They turned their backs to the building and took in the view of the grounds. The lawn stretched out on either side, reaching Sher-e Bangla Nagar to the east, Mirpur Road to the west. It was impressive, there was no denying that. Already the trees ringing the compound looked ancient. Dotted around the gardens, she saw couples holding hands, trying to catch the shade of a tree. On a patch of grass near the main road, a phuchka-vendor had set up his cart. He waved, beckoning. ‘Hungry, Ma?’ Maya said.

They settled into the crude wooden chairs and ordered two plates. The sun was starting its rapid descent, sending horizontal ribbons of light across the wide carpet of green that led up to the building.

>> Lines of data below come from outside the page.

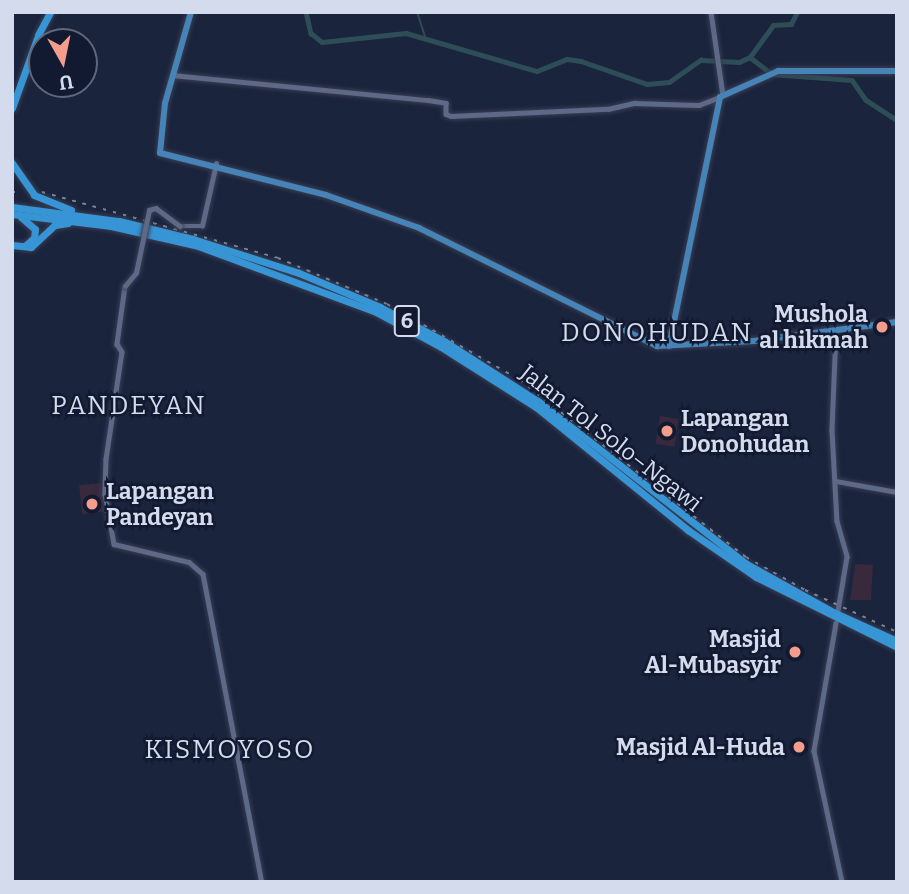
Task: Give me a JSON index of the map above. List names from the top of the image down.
{
  "streets": {
    "highway": ["6", "Jalan Tol Solo–Ngawi"]
  },
  "districts": ["DONOHUDAN", "PANDEYAN", "KISMOYOSO"],
  "places": [
    "Mushola al hikmah",
    "Lapangan Donohudan",
    "Lapangan Pandeyan",
    "Masjid Al-Mubasyir",
    "Masjid Al-Huda"
  ],
  "north": "bottom"
}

Suddenly she wanted to be somewhere else; her eye ached for the groves of Rajshahi, for her little brick house. She wondered if Nazia would call her again, imagined the trouble it would be for her to pay the postman, get him to dial the number. ‘That little village was like home,’ she said suddenly, her eye lingering on the building, resisting its grey curves, the way it floated, solid yet delicate, on its American-made lake.

‘It will be hard to leave behind,’ her mother said. I can still go back, Maya thought. I can pack up again and march out the door and become a country doctor again.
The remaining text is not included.